What this task involves>
Exactly and only the lines from the one containing "Dump the readable content of the screen as" through the close of the entries below are to be set down.

Stored data:

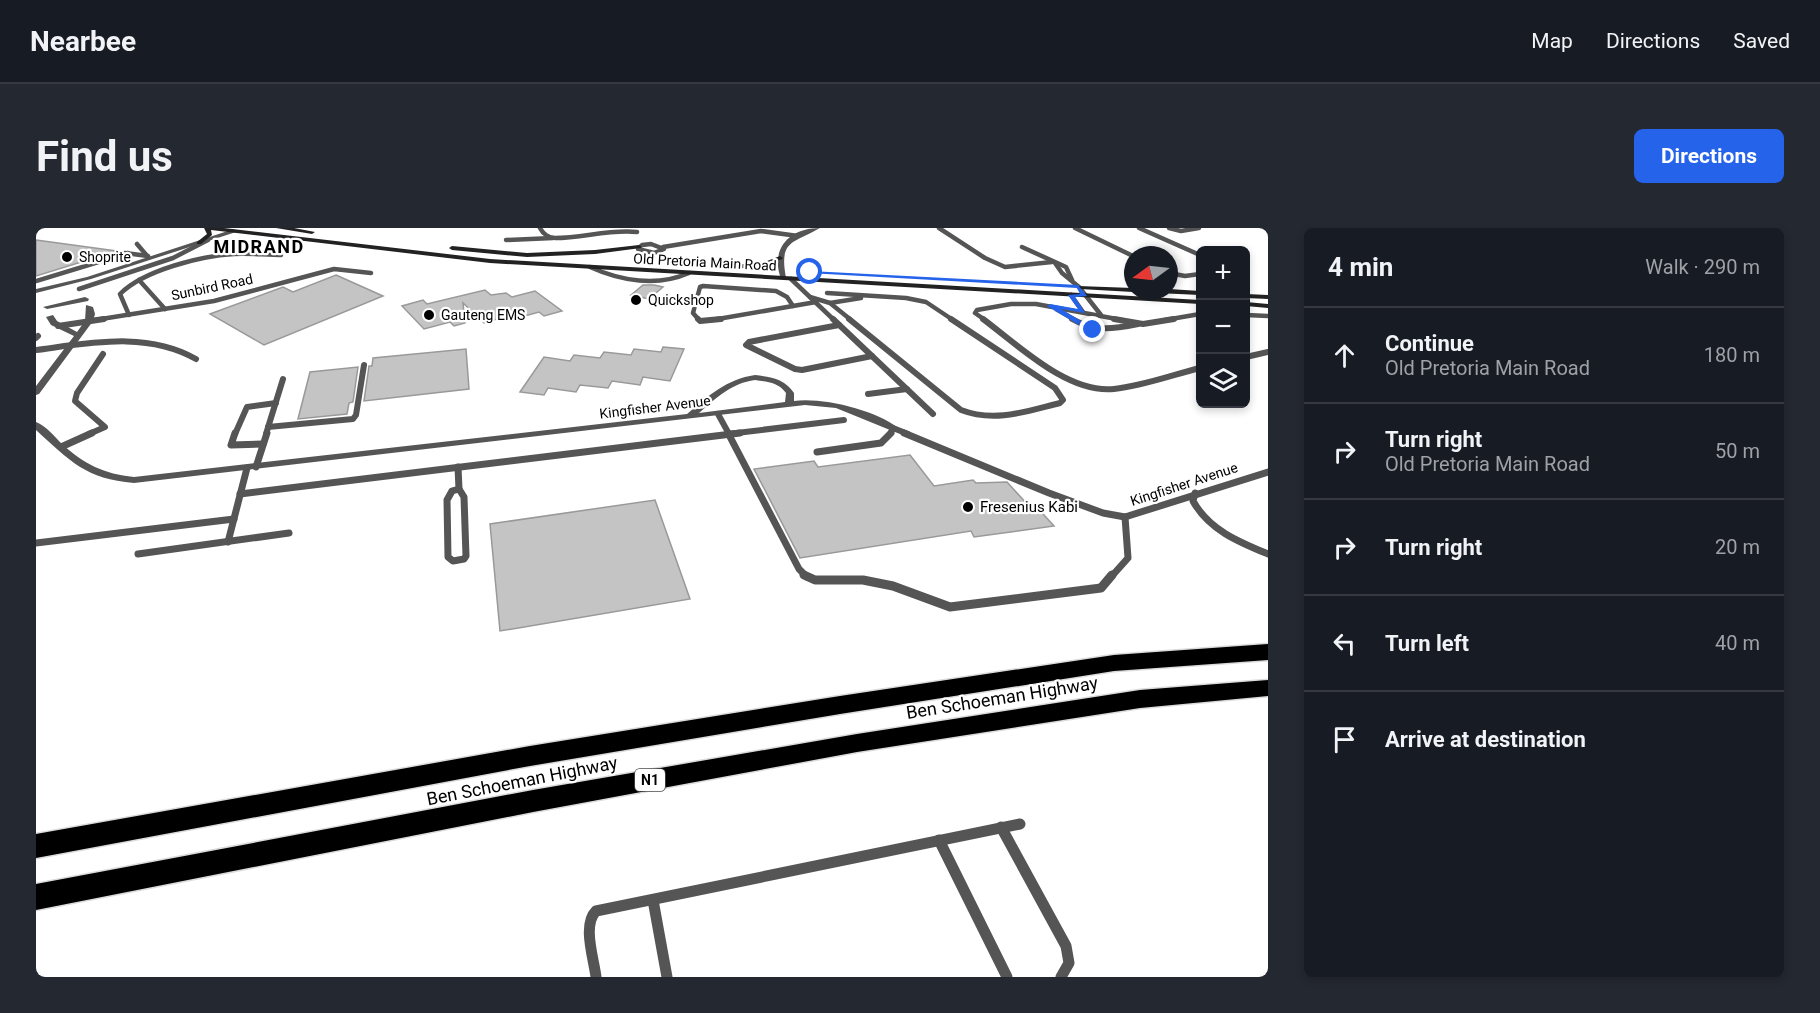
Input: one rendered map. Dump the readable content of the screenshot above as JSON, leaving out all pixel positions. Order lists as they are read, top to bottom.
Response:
{
  "streets": {
    "highway": ["Ben Schoeman Highway", "N1"],
    "main road": ["Old Pretoria Main Road"],
    "street": ["Kingfisher Avenue"],
    "lane": ["Sunbird Road"]
  },
  "districts": ["MIDRAND"],
  "places": [
    "Shoprite",
    "Quickshop",
    "Gauteng EMS",
    "Fresenius Kabi"
  ],
  "north": "left",
  "page": {
    "header": "Nearbee",
    "nav": ["Map", "Directions", "Saved"],
    "buttons": "Directions",
    "title": "Find us",
    "heading": ["4 min", "Walk · 290 m"],
    "map_buttons": ["+", "−"],
    "list": [
      ["Continue", "Old Pretoria Main Road", "180 m"],
      ["Turn right", "Old Pretoria Main Road", "50 m"],
      ["Turn right", "20 m"],
      ["Turn left", "40 m"],
      "Arrive at destination"
    ]
  }
}
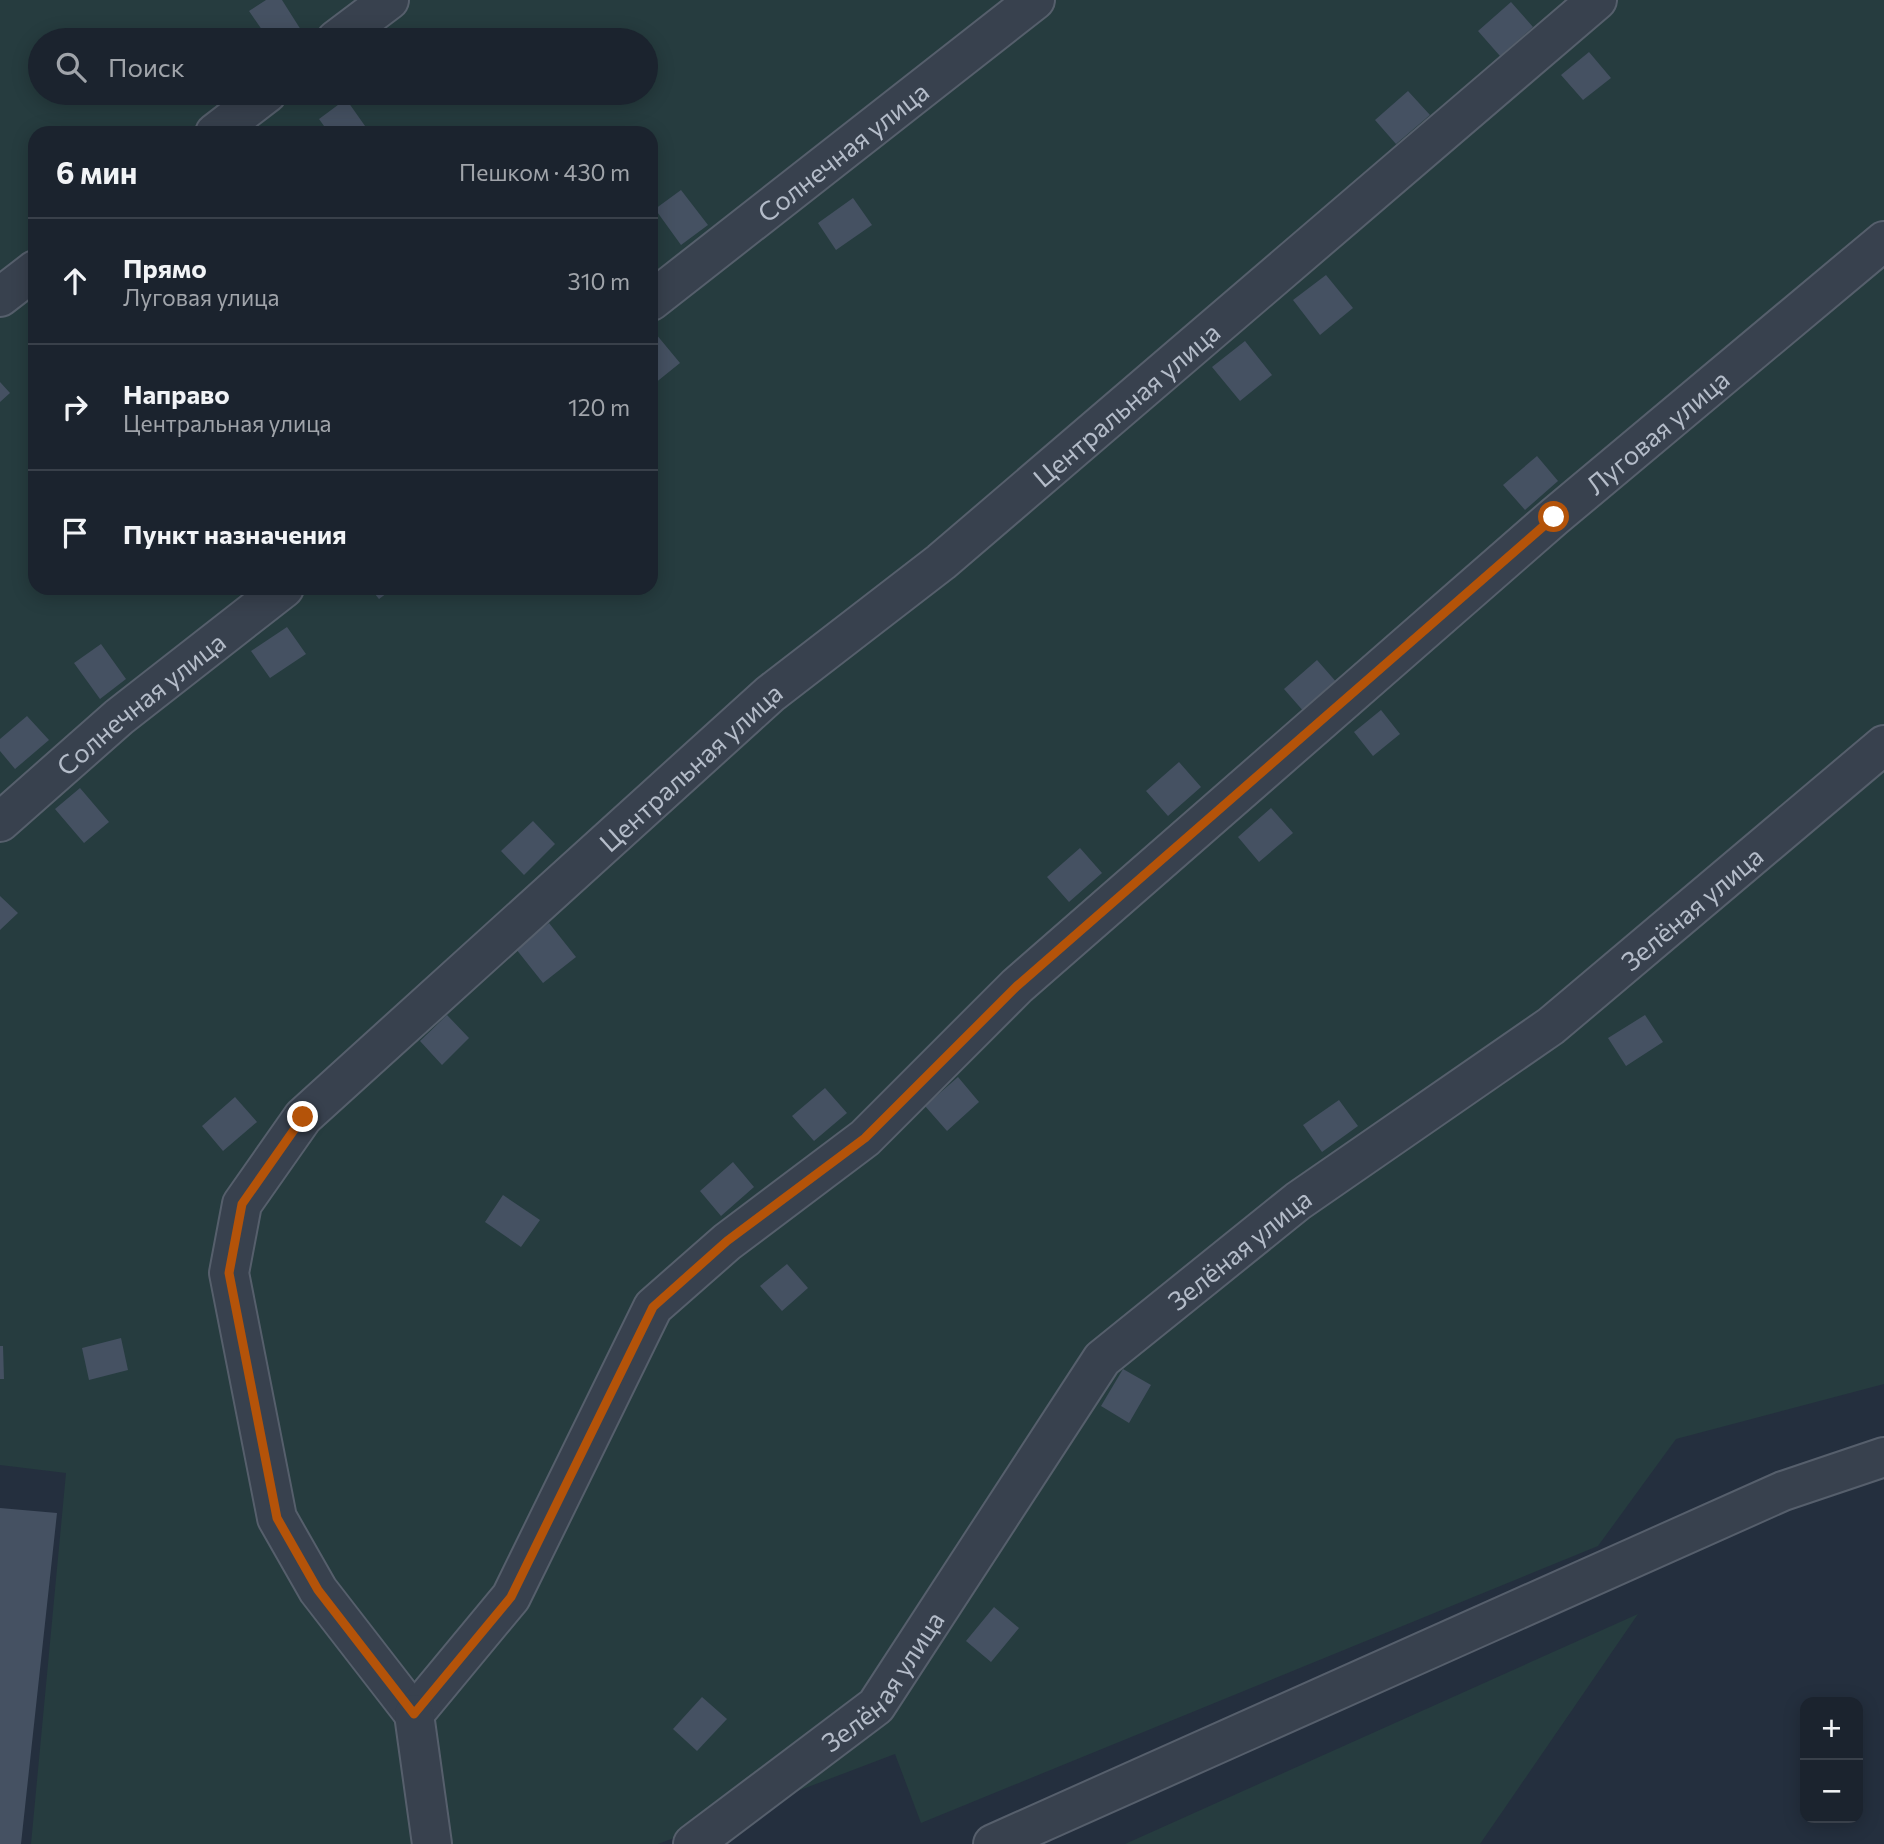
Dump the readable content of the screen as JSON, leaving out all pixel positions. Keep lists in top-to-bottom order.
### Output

Exercise answer>
Dump the readable content of the screen as JSON, leaving out all pixel positions. Keep lists in top-to-bottom order.
### Output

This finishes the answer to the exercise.